PROBLEM REQUIREMENTS:
Copy every line of the entries that has the string "value" in it.

DATA:
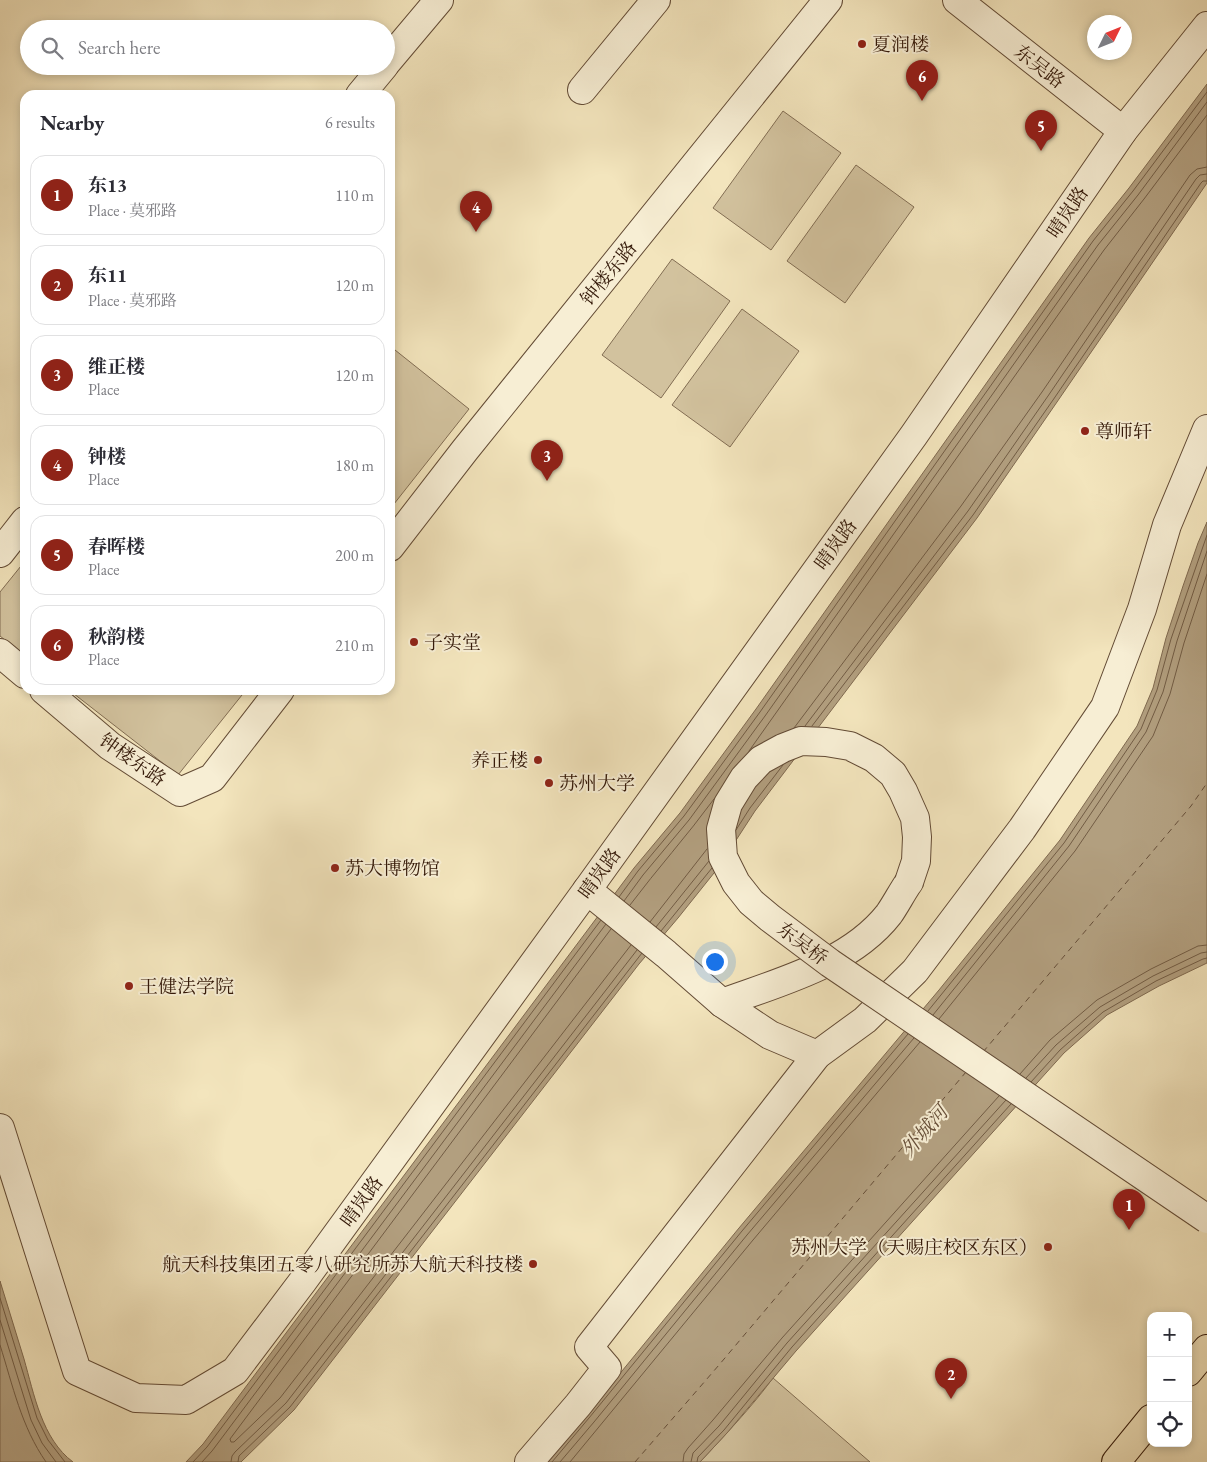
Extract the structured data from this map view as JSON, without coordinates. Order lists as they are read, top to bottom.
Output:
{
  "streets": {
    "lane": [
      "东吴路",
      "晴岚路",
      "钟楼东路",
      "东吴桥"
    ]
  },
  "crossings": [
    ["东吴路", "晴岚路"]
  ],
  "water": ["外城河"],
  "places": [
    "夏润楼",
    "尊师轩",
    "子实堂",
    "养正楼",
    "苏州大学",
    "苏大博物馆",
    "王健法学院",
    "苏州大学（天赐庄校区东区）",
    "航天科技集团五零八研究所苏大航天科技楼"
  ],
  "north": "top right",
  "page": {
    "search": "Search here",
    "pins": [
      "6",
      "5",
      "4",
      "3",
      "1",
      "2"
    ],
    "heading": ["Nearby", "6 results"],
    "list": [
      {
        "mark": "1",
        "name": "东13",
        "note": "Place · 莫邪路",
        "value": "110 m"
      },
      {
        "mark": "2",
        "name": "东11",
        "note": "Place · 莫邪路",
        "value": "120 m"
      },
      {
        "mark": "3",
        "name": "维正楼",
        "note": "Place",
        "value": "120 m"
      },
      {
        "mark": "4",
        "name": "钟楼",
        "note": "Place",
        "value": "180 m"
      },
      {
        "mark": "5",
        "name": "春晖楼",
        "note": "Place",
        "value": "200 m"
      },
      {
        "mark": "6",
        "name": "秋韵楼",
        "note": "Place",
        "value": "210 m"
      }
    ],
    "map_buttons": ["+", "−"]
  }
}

RESULT:
        "value": "110 m"
        "value": "120 m"
        "value": "120 m"
        "value": "180 m"
        "value": "200 m"
        "value": "210 m"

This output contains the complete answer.